◆ Materials provided ◆
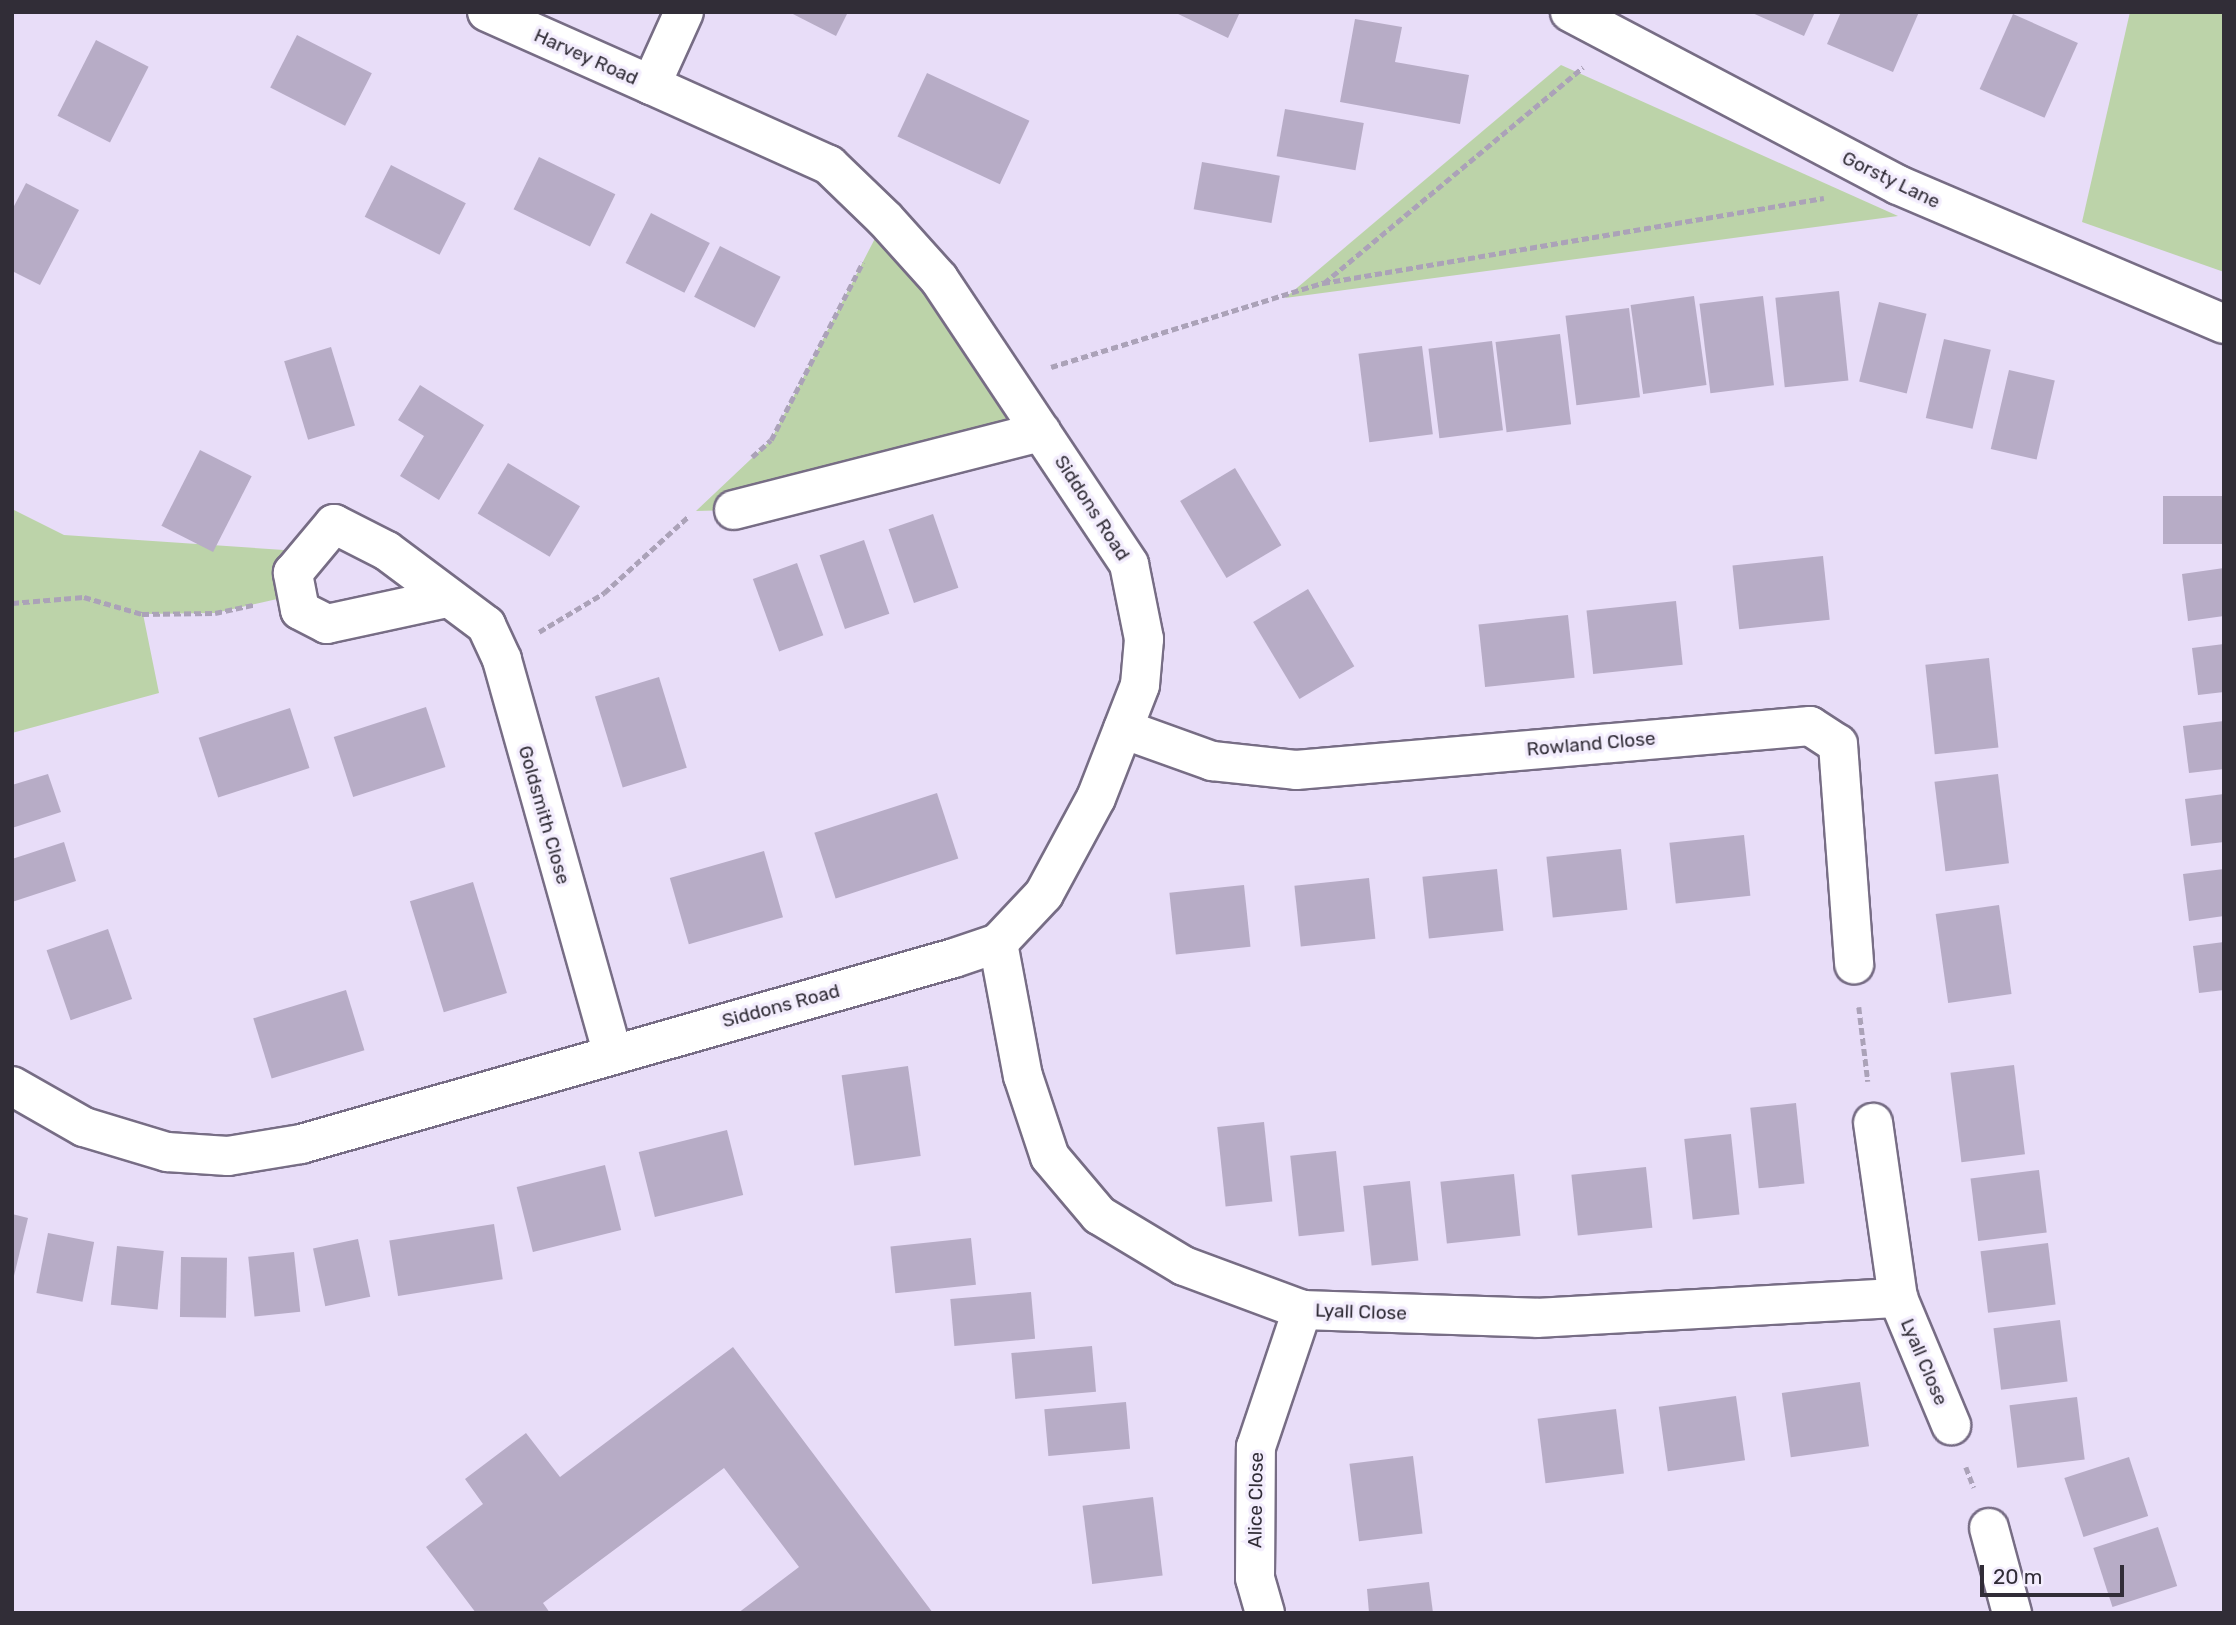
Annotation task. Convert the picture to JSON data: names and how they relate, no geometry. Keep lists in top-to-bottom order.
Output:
{
  "streets": {
    "street": [
      "Harvey Road",
      "Gorsty Lane",
      "Siddons Road",
      "Rowland Close",
      "Goldsmith Close",
      "Lyall Close",
      "Alice Close"
    ]
  },
  "crossings": [
    ["Harvey Road", "Siddons Road"],
    ["Siddons Road", "Rowland Close"],
    ["Siddons Road", "Goldsmith Close"],
    ["Siddons Road", "Lyall Close"],
    ["Lyall Close", "Alice Close"]
  ],
  "scale_bar": "20 m"
}
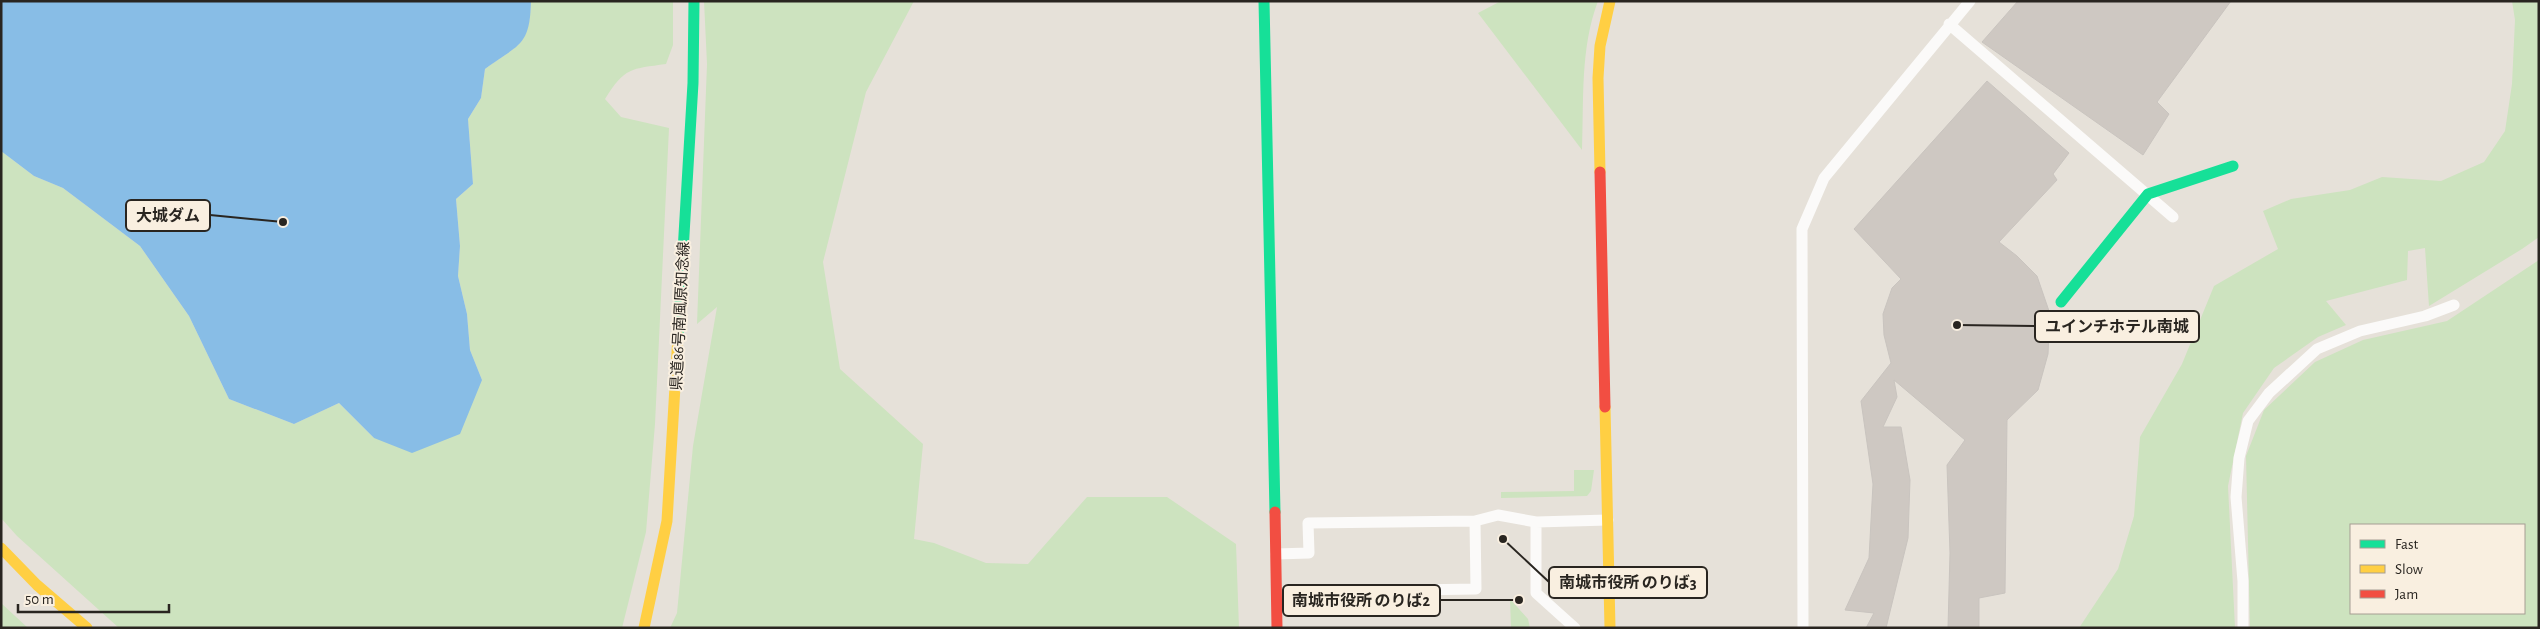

◆ Exercise description ◆
Could you transcribe every entry exactly, leaving out the pictures?

◆ Response for this exercise ◆
Annotation task. Convert the picture to JSON data: names and how they relate, no geometry. Keep lists in top-to-bottom order.
Output:
{
  "streets": {
    "street": [
      "Harvey Road",
      "Gorsty Lane",
      "Siddons Road",
      "Rowland Close",
      "Goldsmith Close",
      "Lyall Close",
      "Alice Close"
    ]
  },
  "crossings": [
    ["Harvey Road", "Siddons Road"],
    ["Siddons Road", "Rowland Close"],
    ["Siddons Road", "Goldsmith Close"],
    ["Siddons Road", "Lyall Close"],
    ["Lyall Close", "Alice Close"]
  ],
  "scale_bar": "20 m"
}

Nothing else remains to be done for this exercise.